## GOAL OF THE EXERCISE
The expected answer comprises all lines from the entries that contain the string "hidden".

## PROVIDED DATA
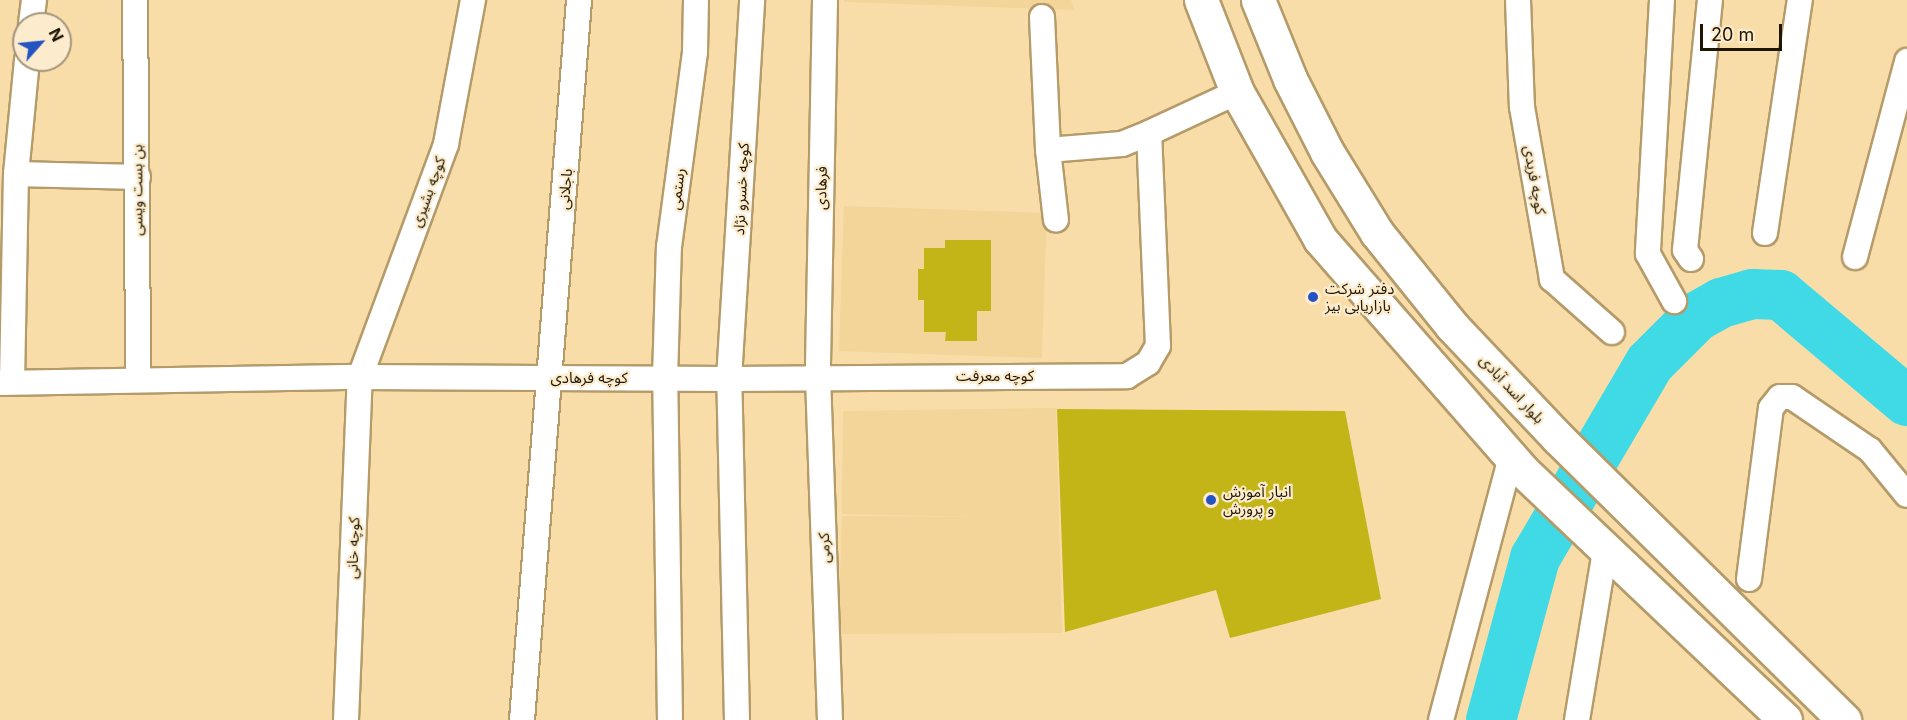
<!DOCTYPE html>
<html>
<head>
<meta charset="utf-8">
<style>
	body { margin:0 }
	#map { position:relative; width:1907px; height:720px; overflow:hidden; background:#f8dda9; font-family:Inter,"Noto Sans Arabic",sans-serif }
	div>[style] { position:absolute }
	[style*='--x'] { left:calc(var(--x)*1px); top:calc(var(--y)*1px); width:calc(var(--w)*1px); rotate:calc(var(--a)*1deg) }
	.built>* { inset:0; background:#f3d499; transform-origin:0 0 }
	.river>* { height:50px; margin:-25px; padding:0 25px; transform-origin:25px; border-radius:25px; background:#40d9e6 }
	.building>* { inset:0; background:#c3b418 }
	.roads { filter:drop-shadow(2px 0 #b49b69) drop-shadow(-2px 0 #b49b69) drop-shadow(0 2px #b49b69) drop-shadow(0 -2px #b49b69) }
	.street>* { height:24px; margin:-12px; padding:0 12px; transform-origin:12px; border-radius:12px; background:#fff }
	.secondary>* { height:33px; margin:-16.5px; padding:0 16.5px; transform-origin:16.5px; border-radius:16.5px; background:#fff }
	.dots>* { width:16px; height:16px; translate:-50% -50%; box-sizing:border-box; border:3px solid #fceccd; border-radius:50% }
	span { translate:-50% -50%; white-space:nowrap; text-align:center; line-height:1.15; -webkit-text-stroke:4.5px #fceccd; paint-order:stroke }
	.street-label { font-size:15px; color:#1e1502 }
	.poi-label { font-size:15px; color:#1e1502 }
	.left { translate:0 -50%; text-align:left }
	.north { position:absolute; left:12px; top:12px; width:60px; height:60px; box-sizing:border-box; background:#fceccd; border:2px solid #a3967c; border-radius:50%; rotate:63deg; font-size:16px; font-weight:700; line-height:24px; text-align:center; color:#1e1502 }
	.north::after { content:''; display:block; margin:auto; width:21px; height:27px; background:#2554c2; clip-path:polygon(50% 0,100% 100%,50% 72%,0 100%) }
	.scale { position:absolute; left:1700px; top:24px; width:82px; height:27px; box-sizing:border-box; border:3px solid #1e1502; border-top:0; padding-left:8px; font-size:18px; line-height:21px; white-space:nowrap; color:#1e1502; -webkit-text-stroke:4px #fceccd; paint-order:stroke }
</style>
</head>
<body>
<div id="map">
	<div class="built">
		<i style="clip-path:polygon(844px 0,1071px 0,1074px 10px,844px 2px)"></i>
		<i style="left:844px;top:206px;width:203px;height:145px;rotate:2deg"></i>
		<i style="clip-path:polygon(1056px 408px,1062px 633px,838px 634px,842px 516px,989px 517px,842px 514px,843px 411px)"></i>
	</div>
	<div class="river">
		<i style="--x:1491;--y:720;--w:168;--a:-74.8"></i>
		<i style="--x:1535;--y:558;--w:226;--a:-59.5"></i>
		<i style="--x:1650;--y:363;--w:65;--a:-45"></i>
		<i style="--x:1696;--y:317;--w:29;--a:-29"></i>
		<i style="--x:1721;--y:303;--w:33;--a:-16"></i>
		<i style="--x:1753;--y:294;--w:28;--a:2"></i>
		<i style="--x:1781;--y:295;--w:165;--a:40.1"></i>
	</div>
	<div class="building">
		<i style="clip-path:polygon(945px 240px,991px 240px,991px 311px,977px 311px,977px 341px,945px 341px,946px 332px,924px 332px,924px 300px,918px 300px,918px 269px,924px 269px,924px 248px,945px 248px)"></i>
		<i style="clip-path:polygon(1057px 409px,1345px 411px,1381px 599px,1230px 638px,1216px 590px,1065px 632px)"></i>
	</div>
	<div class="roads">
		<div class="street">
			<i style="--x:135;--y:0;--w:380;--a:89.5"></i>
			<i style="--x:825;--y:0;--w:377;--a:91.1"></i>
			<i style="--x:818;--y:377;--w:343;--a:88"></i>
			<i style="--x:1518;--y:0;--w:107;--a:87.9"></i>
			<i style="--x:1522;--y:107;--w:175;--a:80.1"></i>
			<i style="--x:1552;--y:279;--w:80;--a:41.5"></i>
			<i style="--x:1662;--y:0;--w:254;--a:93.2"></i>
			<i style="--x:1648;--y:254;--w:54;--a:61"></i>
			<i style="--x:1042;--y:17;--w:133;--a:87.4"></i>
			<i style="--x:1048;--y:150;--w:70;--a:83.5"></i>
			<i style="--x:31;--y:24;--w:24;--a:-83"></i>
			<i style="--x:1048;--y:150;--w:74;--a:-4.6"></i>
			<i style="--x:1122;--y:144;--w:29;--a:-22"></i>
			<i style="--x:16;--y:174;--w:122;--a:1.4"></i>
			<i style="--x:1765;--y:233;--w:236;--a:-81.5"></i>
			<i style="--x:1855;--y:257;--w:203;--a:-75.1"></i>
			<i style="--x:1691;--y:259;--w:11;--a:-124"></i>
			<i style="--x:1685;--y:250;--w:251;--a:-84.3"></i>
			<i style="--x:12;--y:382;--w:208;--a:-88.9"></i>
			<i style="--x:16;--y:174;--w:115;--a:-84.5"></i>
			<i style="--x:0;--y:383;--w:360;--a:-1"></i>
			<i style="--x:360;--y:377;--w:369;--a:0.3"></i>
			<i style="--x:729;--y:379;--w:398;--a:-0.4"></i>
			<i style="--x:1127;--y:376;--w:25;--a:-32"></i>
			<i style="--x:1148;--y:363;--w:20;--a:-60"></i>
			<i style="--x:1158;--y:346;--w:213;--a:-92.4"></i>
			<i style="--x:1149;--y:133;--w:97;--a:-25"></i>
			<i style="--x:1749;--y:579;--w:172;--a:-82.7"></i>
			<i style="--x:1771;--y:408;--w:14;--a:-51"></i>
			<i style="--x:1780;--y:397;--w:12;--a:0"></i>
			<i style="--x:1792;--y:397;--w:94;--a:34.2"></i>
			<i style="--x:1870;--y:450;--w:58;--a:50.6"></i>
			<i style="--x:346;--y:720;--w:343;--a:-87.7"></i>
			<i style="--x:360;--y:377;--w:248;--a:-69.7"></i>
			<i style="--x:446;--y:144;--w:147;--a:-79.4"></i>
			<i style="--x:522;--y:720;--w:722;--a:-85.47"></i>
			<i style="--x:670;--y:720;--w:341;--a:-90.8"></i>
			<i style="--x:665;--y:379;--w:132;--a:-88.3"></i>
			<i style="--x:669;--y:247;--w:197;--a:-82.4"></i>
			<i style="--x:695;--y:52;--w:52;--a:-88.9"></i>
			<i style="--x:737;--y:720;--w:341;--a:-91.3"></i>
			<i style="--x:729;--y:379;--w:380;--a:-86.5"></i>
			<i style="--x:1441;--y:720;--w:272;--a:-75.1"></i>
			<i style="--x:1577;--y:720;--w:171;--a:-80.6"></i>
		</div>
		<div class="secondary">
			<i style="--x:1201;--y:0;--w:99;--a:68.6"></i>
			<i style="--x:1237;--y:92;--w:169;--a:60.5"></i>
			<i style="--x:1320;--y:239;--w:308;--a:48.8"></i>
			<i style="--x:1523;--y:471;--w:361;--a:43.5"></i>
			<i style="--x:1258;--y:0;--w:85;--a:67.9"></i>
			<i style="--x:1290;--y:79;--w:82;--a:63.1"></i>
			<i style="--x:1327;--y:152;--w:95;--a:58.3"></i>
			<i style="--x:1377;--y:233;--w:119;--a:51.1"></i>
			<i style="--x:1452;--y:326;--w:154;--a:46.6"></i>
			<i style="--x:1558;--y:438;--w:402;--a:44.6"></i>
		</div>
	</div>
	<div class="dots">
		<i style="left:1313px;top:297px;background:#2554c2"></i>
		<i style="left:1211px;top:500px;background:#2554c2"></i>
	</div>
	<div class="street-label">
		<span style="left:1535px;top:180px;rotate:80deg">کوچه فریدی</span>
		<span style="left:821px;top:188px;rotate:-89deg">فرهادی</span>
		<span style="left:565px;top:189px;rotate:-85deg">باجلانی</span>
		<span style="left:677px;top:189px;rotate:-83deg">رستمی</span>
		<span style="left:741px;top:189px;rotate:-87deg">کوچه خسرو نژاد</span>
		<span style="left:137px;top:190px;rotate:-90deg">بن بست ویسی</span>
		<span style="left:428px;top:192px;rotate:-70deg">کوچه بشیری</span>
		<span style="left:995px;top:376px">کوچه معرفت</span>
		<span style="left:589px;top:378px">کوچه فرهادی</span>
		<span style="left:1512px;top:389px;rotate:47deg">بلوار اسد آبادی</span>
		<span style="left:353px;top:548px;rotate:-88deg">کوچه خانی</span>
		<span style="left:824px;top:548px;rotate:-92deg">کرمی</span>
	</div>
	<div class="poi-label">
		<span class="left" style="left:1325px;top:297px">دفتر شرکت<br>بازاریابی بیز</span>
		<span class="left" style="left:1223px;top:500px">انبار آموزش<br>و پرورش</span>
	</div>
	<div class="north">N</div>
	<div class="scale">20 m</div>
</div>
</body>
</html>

...

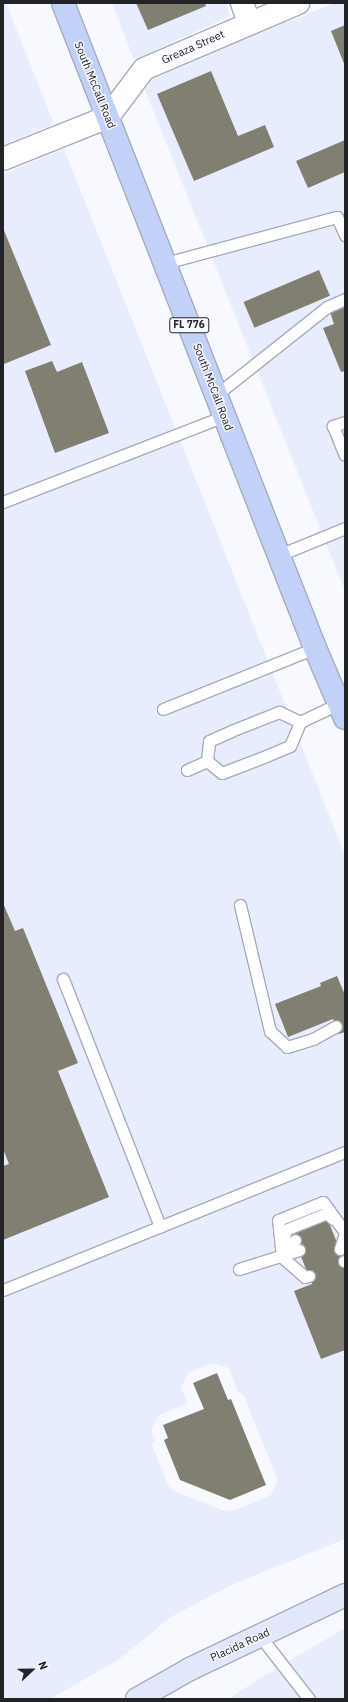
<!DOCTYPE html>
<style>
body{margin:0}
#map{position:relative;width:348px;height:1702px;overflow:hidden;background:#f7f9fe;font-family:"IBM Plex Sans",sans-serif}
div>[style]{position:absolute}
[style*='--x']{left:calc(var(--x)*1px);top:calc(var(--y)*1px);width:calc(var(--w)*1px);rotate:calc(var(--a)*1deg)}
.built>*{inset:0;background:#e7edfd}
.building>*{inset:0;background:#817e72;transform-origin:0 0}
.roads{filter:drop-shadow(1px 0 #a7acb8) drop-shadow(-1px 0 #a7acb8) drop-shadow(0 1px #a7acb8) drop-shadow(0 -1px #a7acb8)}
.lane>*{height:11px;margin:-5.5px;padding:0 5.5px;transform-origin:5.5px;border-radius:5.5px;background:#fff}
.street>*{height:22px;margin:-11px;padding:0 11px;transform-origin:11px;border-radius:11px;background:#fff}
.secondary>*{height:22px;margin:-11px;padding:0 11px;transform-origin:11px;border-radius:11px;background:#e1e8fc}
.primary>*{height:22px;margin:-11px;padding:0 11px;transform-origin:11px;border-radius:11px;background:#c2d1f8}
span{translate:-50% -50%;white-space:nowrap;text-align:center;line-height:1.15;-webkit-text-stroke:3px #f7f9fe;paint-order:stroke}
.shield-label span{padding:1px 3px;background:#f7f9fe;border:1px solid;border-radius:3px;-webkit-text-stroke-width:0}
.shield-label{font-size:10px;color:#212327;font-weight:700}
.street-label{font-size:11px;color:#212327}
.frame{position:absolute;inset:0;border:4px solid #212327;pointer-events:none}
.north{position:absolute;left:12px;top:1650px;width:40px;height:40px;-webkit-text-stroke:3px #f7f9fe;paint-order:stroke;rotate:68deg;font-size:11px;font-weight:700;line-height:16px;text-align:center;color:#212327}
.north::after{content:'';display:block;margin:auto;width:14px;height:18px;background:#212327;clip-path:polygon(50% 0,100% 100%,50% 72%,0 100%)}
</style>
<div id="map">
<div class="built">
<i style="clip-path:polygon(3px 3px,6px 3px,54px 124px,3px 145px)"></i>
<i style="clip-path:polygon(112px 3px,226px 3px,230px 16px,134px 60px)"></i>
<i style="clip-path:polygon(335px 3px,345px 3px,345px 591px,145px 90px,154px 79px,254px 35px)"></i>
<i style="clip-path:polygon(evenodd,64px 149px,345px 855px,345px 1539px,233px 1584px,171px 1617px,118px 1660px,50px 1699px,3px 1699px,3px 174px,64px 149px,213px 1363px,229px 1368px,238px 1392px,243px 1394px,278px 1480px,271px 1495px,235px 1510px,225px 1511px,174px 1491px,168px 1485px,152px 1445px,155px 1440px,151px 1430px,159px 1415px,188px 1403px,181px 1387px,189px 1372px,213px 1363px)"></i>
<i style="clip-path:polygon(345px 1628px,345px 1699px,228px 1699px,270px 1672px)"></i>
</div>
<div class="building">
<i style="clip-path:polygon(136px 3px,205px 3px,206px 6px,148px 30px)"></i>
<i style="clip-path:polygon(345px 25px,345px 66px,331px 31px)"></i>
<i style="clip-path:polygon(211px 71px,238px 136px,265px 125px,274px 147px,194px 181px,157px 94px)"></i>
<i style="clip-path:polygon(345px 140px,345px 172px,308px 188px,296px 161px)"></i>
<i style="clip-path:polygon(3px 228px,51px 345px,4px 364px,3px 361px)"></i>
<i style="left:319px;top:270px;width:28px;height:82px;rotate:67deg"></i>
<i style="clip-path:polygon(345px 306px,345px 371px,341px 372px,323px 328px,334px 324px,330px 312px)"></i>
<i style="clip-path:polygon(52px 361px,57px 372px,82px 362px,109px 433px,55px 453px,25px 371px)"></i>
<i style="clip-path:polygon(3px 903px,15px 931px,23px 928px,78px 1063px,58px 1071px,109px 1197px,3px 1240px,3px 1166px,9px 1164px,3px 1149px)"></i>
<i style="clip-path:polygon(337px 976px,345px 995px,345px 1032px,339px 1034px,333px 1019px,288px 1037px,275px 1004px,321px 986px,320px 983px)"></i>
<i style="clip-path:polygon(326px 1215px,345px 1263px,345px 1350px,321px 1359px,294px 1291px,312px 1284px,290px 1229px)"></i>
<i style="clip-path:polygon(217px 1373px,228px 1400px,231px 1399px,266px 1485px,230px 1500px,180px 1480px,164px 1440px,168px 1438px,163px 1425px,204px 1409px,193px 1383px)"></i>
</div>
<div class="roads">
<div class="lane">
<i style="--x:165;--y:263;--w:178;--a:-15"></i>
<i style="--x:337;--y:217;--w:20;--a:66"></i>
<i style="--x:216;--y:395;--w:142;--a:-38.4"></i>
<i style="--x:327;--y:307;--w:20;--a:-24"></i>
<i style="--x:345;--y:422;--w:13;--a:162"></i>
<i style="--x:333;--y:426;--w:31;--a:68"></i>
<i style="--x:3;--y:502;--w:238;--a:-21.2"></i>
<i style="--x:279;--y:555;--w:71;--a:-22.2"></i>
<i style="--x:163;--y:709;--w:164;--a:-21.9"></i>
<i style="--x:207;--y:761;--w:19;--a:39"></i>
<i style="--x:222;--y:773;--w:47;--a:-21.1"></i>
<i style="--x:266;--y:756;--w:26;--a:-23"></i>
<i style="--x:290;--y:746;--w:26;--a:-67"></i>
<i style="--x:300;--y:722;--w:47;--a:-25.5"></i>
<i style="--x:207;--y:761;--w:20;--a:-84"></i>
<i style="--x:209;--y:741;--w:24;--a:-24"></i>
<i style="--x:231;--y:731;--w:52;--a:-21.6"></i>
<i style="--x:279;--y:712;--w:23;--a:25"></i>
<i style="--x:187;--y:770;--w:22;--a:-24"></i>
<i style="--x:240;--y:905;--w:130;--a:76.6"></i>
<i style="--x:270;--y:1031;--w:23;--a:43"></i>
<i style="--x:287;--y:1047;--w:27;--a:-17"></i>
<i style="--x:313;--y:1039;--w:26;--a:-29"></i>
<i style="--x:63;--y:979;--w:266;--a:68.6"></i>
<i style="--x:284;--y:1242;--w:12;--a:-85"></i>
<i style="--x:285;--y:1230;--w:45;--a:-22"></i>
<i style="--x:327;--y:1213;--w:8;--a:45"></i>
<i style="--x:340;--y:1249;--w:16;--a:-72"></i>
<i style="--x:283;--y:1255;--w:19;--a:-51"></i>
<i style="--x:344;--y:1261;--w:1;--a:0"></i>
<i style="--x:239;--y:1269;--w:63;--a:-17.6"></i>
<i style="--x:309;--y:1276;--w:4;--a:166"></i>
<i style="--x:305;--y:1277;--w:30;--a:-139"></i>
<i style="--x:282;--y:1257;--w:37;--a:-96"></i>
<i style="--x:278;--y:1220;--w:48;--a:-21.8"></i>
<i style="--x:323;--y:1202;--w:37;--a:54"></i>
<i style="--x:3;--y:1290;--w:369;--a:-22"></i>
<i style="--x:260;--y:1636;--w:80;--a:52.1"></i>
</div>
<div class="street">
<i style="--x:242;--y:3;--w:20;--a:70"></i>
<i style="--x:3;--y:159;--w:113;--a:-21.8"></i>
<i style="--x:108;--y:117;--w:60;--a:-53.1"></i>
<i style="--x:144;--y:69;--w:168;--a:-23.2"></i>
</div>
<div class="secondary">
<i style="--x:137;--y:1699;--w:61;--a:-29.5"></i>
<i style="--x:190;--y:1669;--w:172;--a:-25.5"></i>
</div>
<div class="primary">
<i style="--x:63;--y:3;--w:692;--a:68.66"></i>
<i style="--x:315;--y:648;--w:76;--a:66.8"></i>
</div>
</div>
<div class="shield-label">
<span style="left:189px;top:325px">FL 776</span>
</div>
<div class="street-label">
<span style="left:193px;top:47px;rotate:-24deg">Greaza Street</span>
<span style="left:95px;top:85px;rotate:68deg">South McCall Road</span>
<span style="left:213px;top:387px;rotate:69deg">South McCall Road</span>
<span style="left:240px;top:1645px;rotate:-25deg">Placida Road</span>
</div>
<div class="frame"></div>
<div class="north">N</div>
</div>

## WRITTEN SOLUTION
	#map { position:relative; width:1907px; height:720px; overflow:hidden; background:#f8dda9; font-family:Inter,"Noto Sans Arabic",sans-serif }
#map{position:relative;width:348px;height:1702px;overflow:hidden;background:#f7f9fe;font-family:"IBM Plex Sans",sans-serif}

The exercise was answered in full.